17. They avoid tasks

Making decisions or completing tasks on time is a struggle. Not because they are lazy or irresponsible, but because their minds are full of options and possibilities. Choosing one can be problematic. It’s easy to avoid making decisions because they are over-thinkers. They obsess and dwell in the depths of their own minds.

18. They can’t remember simple tasks

Another paradoxical trait of ADD is memory. People with ADD can’t remember to pick up their clothes at the cleaners, milk at the grocery store, or appointments. On the other hand; they remember every comment, quote, and phone number they heard during the day. No matter how many post-its or calendar reminders they set; their distracted mind is always elsewhere. Visible items are easier to remember. That’s why they have fifteen windows open on their desktop.

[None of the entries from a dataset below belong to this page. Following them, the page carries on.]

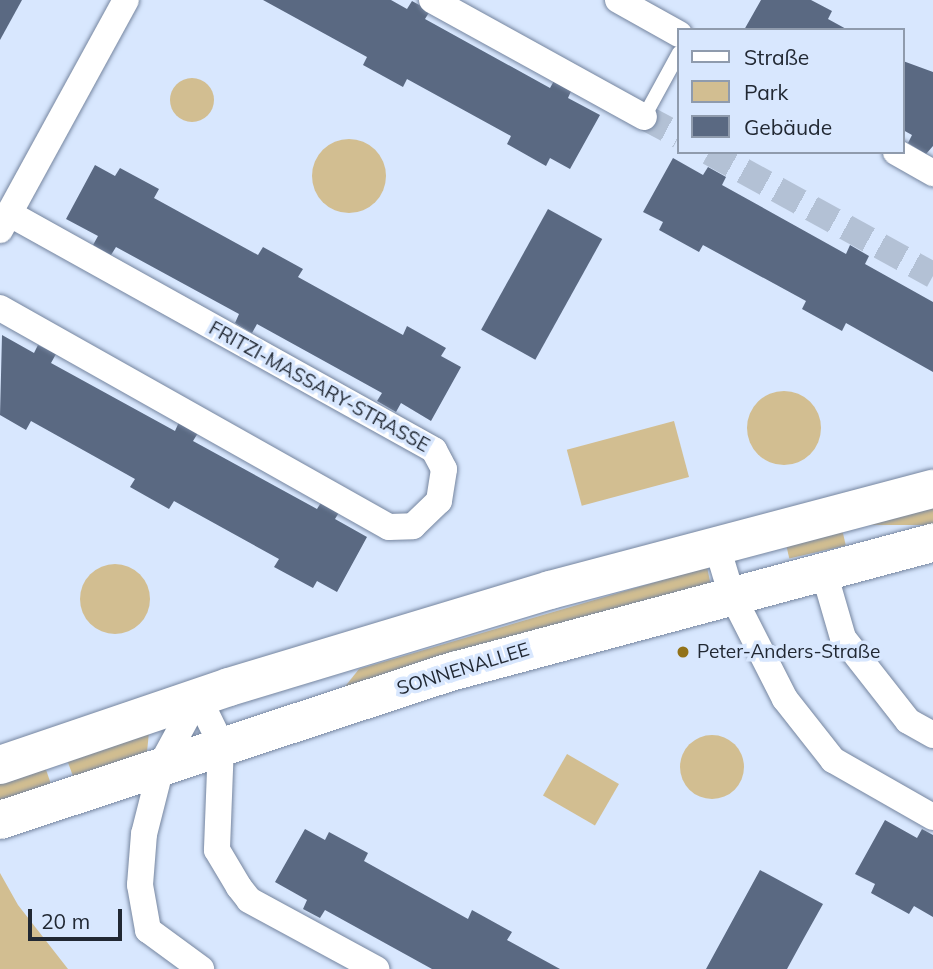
<!DOCTYPE html>
<html>
<head>
<meta charset="utf-8">
<style>
	body { margin:0 }
	#map { position:relative; width:933px; height:969px; overflow:hidden; background:#d8e7fe; font-family:Mulish,sans-serif }
	div>[style] { position:absolute }
	.green>* { inset:0; background:#d2be91; transform-origin:0 0 }
	.round { border-radius:50% }
	.building>* { inset:0; background:#5a6982; transform-origin:0 0 }
	.minor-tunnel>* { height:26px; margin-top:-13px; transform-origin:0; background:repeating-linear-gradient(90deg,#b3c1d5 0 26px,transparent 0 39px) }
	.roads { filter:drop-shadow(0 0 2px #75859f) drop-shadow(0 0 2px #75859f) }
	.service>* { height:14px; margin:-7px; padding:0 7px; transform-origin:7px; border-radius:7px; background:#fff }
	.minor>* { height:26px; margin:-13px; padding:0 13px; transform-origin:13px; border-radius:13px; background:#fff }
	.secondary>* { height:38px; margin:-19px; padding:0 19px; transform-origin:19px; border-radius:19px; background:#fff }
	.dots>* { width:19px; height:19px; translate:-50% -50%; box-sizing:border-box; border:4px solid #d8e7fe; border-radius:50% }
	span { translate:-50% -50%; white-space:nowrap; text-align:center; line-height:1.15; -webkit-text-stroke:7px #d8e7fe; paint-order:stroke }
	.street-label { font-size:19px; color:#212833 }
	.poi-label { font-size:19px; color:#212833 }
	.left { translate:0 -50%; text-align:left }
	.legend { position:absolute; left:677px; top:28px; width:228px; height:126px; box-sizing:border-box; background:#d8e7fe; border:2px solid #8f9bad; margin:0; padding:9px 12px; list-style:none; font-size:21px; color:#212833 }
	.legend li { display:flex; align-items:center; gap:14px; height:35px }
	.legend b { width:35px; border:2px solid #8f9bad }
	.scale { position:absolute; left:28px; top:909px; width:94px; height:32px; box-sizing:border-box; border:4px solid #212833; border-top:0; padding-left:9px; font-size:21px; line-height:24px; white-space:nowrap; color:#212833; -webkit-text-stroke:5px #d8e7fe; paint-order:stroke }
</style>
</head>
<body>
<div id="map">
	<div class="green">
		<div class="round" style="left:170px;top:78px;width:44px;height:44px"></div>
		<div class="round" style="left:312px;top:139px;width:74px;height:74px"></div>
		<div class="round" style="left:747px;top:391px;width:74px;height:74px"></div>
		<div style="left:674px;top:421px;width:58px;height:111px;rotate:75deg"></div>
		<div style="left:933px;top:506px;width:19px;height:80px;rotate:90deg"></div>
		<div style="left:842px;top:529px;width:17px;height:58px;rotate:77deg"></div>
		<div class="round" style="left:80px;top:564px;width:70px;height:70px"></div>
		<div style="clip-path:polygon(707px 567px,711px 586px,343px 689px,359px 669px)"></div>
		<div style="clip-path:polygon(149px 732px,147px 752px,74px 779px,66px 757px)"></div>
		<div class="round" style="left:680px;top:735px;width:64px;height:64px"></div>
		<div style="left:567px;top:754px;width:60px;height:48px;rotate:30deg"></div>
		<div style="clip-path:polygon(44px 764px,52px 787px,0 805px,0 780px)"></div>
		<div style="clip-path:polygon(0 873px,18px 905px,68px 969px,0 969px)"></div>
	</div>
	<div class="building">
		<div style="clip-path:polygon(0 0,22px 0,0 40px)"></div>
		<div style="clip-path:polygon(263px 0,391px 0,407px 9px,412px 1px,430px 11px,425px 19px,550px 88px,555px 79px,572px 89px,568px 98px,600px 115px,570px 169px,550px 158px,546px 166px,507px 144px,511px 136px,407px 79px,403px 87px,363px 65px,367px 57px)"></div>
		<div style="clip-path:polygon(761px 0,811px 0,832px 11px,828px 19px,848px 30px,744px 30px)"></div>
		<div style="clip-path:polygon(903px 61px,933px 72px,933px 146px,926px 154px,908px 143px,912px 135px,903px 130px)"></div>
		<div style="clip-path:polygon(673px 158px,703px 175px,708px 167px,726px 177px,722px 185px,846px 254px,850px 245px,869px 256px,865px 264px,933px 302px,933px 372px,846px 323px,842px 331px,802px 309px,806px 301px,703px 245px,699px 252px,659px 230px,663px 222px,643px 212px)"></div>
		<div style="clip-path:polygon(95px 165px,115px 176px,120px 168px,159px 189px,154px 198px,258px 255px,263px 247px,303px 269px,298px 277px,403px 335px,407px 326px,446px 348px,441px 356px,461px 367px,431px 421px,401px 403px,396px 412px,377px 401px,382px 393px,257px 324px,252px 333px,235px 323px,239px 314px,116px 247px,111px 255px,93px 245px,98px 236px,66px 219px)"></div>
		<div style="left:548px;top:209px;width:62px;height:138px;rotate:29deg"></div>
		<div style="clip-path:polygon(2px 335px,34px 353px,38px 345px,56px 354px,51px 363px,175px 431px,179px 422px,198px 433px,193px 441px,317px 509px,322px 501px,340px 511px,335px 519px,367px 537px,337px 592px,317px 581px,313px 588px,274px 567px,279px 559px,174px 501px,169px 509px,130px 487px,135px 479px,31px 421px,26px 430px,0 415px)"></div>
		<div style="clip-path:polygon(885px 820px,917px 838px,922px 829px,933px 835px,933px 917px,914px 906px,909px 914px,871px 893px,875px 884px,855px 874px)"></div>
		<div style="clip-path:polygon(305px 829px,325px 840px,329px 832px,368px 853px,364px 861px,468px 919px,472px 910px,512px 932px,507px 940px,560px 969px,432px 969px,325px 910px,320px 918px,303px 909px,307px 900px,275px 882px)"></div>
		<div style="clip-path:polygon(760px 870px,823px 904px,804px 938px,787px 969px,706px 969px)"></div>
	</div>
	<div class="minor-tunnel">
		<div style="left:644px;top:117px;width:40px;rotate:28deg"></div>
		<div style="left:709px;top:152px;width:256px;rotate:28.8deg"></div>
	</div>
	<div class="roads">
		<div class="service">
			<div style="left:644px;top:117px;width:73px;rotate:-61.3deg"></div>
		</div>
		<div class="minor">
			<div style="left:432px;top:0;width:242px;rotate:28.9deg"></div>
			<div style="left:618px;top:0;width:70px;rotate:29.1deg"></div>
			<div style="left:896px;top:152px;width:43px;rotate:29.6deg"></div>
			<div style="left:0;top:230px;width:262px;rotate:-61.3deg"></div>
			<div style="left:0;top:308px;width:446px;rotate:29.4deg"></div>
			<div style="left:389px;top:527px;width:24px;rotate:-2deg"></div>
			<div style="left:413px;top:526px;width:36px;rotate:-44deg"></div>
			<div style="left:439px;top:501px;width:32px;rotate:-81deg"></div>
			<div style="left:444px;top:469px;width:21px;rotate:-118deg"></div>
			<div style="left:434px;top:450px;width:487px;rotate:-150.9deg"></div>
			<div style="left:716px;top:543px;width:52px;rotate:73.3deg"></div>
			<div style="left:731px;top:593px;width:119px;rotate:63deg"></div>
			<div style="left:785px;top:699px;width:78px;rotate:51.8deg"></div>
			<div style="left:833px;top:760px;width:115px;rotate:29.7deg"></div>
			<div style="left:823px;top:569px;width:72px;rotate:73.8deg"></div>
			<div style="left:843px;top:638px;width:105px;rotate:51.9deg"></div>
			<div style="left:908px;top:721px;width:29px;rotate:29deg"></div>
			<div style="left:198px;top:697px;width:52px;rotate:63.9deg"></div>
			<div style="left:221px;top:744px;width:106px;rotate:92.2deg"></div>
			<div style="left:217px;top:850px;width:43px;rotate:59.3deg"></div>
			<div style="left:239px;top:887px;width:16px;rotate:52deg"></div>
			<div style="left:249px;top:900px;width:145px;rotate:28.5deg"></div>
			<div style="left:198px;top:697px;width:75px;rotate:118.6deg"></div>
			<div style="left:162px;top:763px;width:73px;rotate:104.2deg"></div>
			<div style="left:144px;top:834px;width:51px;rotate:94.5deg"></div>
			<div style="left:140px;top:885px;width:46px;rotate:79.9deg"></div>
			<div style="left:148px;top:930px;width:66px;rotate:36.3deg"></div>
		</div>
		<div class="secondary">
			<div style="left:0;top:765px;width:242px;rotate:-18.8deg"></div>
			<div style="left:229px;top:687px;width:335px;rotate:-16.8deg"></div>
			<div style="left:550px;top:590px;width:396px;rotate:-14.8deg"></div>
			<div style="left:0;top:820px;width:478px;rotate:-18.2deg"></div>
			<div style="left:454px;top:671px;width:496px;rotate:-15deg"></div>
		</div>
	</div>
	<div class="dots">
		<div style="left:683px;top:652px;background:#927219"></div>
	</div>
	<div class="street-label">
		<span style="left:319px;top:387px;rotate:29deg">FRITZI-MASSARY-STRASSE</span>
		<span style="left:463px;top:669px;rotate:-17deg">SONNENALLEE</span>
	</div>
	<div class="poi-label">
		<span class="left" style="left:697px;top:652px">Peter-Anders-Straße</span>
	</div>
	<ul class="legend">
	<li><b style="height:9px;background:#fff"></b>Straße</li>
	<li><b style="height:19px;background:#d2be91"></b>Park</li>
	<li><b style="height:19px;background:#5a6982"></b>Gebäude</li>
	</ul>
	<div class="scale">20 m</div>
</div>
</body>
</html>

19. They have many tasks going on at the same time

Due to the constant activity in their mind, once a task is finished, they are ready to move on to the next task without closing up the prior task. The more going on at once, the better. Multi-tasking is one of their favorite activites.

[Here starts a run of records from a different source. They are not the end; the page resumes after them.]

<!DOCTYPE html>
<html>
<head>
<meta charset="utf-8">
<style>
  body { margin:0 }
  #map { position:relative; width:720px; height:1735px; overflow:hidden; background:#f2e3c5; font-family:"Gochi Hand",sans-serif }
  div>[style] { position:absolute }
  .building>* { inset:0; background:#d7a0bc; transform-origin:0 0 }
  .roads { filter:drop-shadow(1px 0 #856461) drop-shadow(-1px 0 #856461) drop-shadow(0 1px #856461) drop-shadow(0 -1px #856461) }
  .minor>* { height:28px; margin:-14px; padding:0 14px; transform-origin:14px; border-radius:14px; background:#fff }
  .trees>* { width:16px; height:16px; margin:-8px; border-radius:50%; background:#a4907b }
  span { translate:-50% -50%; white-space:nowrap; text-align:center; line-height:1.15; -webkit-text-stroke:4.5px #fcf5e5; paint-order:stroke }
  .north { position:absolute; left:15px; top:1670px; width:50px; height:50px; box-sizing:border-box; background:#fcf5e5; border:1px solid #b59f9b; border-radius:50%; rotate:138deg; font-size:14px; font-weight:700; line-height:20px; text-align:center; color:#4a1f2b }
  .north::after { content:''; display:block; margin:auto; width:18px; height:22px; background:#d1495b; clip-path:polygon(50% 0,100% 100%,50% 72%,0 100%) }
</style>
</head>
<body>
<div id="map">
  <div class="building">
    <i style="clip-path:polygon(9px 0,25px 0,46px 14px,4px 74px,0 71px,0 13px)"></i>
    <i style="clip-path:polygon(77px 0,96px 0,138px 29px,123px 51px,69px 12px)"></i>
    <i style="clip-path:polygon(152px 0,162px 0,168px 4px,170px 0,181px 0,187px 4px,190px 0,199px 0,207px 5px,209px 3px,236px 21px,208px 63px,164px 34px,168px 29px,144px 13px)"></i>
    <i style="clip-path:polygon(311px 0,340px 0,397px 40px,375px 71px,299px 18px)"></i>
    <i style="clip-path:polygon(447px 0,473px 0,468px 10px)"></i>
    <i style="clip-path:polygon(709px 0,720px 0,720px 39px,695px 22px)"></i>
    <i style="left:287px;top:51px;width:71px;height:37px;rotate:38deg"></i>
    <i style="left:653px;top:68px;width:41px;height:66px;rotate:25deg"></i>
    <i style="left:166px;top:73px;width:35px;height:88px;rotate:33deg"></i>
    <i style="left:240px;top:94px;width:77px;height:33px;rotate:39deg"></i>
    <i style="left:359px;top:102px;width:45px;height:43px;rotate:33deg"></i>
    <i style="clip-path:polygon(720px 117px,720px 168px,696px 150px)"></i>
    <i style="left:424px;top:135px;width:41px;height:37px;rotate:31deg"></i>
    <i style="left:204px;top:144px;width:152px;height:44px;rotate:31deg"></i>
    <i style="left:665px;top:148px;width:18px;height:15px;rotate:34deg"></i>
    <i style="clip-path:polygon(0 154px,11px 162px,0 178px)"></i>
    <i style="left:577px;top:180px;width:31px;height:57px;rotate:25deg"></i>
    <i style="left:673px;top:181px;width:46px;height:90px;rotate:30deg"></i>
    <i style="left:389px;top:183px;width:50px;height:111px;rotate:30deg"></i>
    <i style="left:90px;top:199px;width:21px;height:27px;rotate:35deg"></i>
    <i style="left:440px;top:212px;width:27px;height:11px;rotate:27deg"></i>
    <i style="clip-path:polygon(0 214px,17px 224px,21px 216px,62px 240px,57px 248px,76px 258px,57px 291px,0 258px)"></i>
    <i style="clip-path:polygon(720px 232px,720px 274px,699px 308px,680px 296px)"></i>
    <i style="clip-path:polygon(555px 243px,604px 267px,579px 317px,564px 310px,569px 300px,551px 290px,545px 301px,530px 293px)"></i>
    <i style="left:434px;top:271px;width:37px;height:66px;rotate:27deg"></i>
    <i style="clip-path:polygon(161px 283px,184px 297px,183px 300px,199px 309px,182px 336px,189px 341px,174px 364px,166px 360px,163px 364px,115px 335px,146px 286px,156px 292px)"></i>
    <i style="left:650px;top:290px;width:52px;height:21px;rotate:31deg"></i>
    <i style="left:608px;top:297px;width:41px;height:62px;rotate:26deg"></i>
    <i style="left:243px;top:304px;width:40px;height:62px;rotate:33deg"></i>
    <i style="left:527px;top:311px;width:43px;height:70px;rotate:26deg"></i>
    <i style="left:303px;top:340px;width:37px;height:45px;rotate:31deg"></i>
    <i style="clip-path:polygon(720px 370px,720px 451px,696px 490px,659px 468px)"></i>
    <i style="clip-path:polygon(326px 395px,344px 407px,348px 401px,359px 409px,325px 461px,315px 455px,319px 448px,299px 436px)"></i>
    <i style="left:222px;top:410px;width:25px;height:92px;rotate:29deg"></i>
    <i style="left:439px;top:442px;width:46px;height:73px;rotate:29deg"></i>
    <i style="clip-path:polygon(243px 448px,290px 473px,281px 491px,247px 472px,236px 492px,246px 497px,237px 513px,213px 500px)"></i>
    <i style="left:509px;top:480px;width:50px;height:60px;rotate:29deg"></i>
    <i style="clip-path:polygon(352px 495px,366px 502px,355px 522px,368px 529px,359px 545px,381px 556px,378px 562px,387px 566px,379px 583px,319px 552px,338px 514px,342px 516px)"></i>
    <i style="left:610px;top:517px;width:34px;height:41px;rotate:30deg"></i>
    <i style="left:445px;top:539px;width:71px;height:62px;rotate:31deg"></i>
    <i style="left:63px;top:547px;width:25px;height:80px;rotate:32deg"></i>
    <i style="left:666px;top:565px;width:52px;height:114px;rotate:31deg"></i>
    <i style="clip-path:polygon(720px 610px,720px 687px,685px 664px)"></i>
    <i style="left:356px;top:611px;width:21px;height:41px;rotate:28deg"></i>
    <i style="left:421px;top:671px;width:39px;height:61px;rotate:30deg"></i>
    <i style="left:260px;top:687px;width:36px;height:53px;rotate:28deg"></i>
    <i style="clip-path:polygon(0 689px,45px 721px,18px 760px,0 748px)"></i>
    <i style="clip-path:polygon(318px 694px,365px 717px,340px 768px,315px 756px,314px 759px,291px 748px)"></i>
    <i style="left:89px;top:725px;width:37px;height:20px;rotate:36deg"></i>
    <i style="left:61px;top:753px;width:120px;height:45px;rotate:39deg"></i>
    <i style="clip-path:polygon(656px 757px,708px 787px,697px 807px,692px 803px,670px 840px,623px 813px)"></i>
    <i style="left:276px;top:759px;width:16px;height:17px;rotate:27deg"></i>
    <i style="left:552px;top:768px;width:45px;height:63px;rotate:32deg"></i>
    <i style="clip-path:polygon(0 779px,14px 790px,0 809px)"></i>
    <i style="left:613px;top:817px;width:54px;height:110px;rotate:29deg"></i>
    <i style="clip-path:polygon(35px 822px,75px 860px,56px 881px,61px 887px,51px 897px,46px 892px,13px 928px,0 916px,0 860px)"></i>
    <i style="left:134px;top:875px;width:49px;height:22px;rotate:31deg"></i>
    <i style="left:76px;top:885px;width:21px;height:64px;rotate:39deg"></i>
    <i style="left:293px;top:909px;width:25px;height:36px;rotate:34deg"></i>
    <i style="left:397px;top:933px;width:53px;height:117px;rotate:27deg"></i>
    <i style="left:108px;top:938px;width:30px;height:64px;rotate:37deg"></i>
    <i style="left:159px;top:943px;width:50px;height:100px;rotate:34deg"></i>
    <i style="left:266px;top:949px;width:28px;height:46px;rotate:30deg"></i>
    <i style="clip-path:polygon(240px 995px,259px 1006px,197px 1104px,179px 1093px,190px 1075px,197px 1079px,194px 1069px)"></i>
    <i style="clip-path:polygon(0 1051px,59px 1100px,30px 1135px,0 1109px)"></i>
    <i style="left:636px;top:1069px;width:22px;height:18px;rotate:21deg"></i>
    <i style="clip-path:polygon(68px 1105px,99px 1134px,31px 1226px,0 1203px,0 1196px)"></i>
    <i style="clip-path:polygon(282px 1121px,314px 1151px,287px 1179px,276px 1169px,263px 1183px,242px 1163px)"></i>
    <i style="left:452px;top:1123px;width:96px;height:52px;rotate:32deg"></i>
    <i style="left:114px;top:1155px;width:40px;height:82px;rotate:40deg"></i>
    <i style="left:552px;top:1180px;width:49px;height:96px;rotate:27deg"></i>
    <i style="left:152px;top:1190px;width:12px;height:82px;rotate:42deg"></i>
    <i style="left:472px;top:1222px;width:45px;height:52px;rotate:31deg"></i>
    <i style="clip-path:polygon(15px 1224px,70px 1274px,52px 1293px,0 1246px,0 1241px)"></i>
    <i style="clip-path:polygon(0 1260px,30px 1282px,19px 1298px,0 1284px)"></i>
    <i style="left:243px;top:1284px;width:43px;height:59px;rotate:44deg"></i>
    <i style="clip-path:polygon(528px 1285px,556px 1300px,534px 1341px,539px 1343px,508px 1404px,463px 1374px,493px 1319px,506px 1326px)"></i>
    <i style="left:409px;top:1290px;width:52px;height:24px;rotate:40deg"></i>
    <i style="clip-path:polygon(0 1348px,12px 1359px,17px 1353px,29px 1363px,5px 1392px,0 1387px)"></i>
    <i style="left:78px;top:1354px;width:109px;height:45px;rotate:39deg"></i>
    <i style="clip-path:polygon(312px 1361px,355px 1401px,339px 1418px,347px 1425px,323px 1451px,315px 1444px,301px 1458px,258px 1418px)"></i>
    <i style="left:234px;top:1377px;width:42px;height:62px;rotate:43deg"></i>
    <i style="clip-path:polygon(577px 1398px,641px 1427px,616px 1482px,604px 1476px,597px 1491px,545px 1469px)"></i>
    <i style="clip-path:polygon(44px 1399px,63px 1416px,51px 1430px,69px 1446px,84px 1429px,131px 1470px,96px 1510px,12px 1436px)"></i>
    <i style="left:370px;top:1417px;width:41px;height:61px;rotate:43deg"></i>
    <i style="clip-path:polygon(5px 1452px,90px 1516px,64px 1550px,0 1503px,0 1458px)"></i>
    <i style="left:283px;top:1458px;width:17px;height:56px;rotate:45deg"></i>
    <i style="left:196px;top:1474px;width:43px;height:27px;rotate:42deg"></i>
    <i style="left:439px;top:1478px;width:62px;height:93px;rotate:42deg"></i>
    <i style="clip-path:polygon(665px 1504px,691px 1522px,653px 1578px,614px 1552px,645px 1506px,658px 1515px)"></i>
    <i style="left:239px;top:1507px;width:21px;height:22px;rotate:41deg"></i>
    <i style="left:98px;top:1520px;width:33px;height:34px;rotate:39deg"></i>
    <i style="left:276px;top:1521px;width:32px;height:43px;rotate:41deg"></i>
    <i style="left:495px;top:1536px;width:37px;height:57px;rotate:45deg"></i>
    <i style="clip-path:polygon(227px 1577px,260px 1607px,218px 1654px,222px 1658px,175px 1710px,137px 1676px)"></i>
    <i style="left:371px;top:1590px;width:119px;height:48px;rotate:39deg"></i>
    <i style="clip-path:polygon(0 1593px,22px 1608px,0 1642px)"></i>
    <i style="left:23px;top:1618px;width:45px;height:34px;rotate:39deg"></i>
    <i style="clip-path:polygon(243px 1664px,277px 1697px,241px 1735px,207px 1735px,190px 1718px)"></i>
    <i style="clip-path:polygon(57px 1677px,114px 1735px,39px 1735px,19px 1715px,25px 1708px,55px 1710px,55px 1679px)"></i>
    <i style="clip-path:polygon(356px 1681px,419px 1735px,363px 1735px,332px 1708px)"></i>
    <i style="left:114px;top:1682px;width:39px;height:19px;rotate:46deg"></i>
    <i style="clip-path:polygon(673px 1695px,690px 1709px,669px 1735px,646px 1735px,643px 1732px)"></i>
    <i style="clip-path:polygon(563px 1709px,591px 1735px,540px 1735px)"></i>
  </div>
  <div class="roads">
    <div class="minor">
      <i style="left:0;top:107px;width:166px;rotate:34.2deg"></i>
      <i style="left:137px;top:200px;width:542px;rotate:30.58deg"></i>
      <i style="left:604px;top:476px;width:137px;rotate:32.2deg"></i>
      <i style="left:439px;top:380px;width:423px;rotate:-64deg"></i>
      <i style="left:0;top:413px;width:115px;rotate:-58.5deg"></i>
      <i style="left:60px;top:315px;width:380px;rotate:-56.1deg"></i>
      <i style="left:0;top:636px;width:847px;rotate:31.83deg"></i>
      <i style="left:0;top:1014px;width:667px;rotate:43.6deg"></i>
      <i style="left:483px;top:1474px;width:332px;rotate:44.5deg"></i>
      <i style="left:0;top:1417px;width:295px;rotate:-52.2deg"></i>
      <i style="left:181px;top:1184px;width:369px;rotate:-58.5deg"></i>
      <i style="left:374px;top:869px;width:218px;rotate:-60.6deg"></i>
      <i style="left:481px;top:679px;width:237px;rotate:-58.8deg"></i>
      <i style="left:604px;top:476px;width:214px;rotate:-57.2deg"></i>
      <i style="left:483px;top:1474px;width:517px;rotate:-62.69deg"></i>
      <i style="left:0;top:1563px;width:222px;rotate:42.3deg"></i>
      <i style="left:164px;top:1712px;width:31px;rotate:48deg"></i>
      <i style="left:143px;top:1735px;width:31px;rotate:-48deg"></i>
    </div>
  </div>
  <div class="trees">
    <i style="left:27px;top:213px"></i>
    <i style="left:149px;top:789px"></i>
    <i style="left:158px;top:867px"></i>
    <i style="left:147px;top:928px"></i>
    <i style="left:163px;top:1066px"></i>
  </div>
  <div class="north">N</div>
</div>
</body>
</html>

20. They are passionate about everything they do

The emotions, thoughts, words, and touch of a person with ADD is powerful. Everything is magnified. This is a blessing when channeled properly. When a person with ADD does something, they do it with their heart and soul. They give it all they’ve got. They are intense, perceptive, and deep. This quality is what makes the person with ADD so lovable.

Basically, a person with ADD/ADHD has trouble controlling their impulses. They also have many awesome qualities that you will enjoy once you understand how they think and feel. Compassion, empathy and patience will carry you through the most difficult times. It’s important to take extra care of yourself; take alone time regularly, do what you enjoy, find a support group, a therapist or a compassionate wise friend, take frequent vacations, meditate, find hobbies and your own passion. Most of all, learn how to breathe.

Some of the greatest inventors, artists, musicians, entrepreneurs, and writers had ADD/ADHD. They succeeded because they had a loved one just like you supporting them through their daily struggles. Replace your anger with compassion. Realize how they struggle to do what comes easy to you. Think of the ADD brain, as one with electrical wiring in the wrong circuits. Next time you think that they are lazy, irresponsible, disorganized, and avoiding responsibilities; try to remember how hard they have to work extra hard to achieve a simple task.

Yes, ADD/ADHD people are hard to love, but once you understand the burden they are carrying, your heart will open up. Love and compassion will take the place of anger. You will see into their sweet and good soul.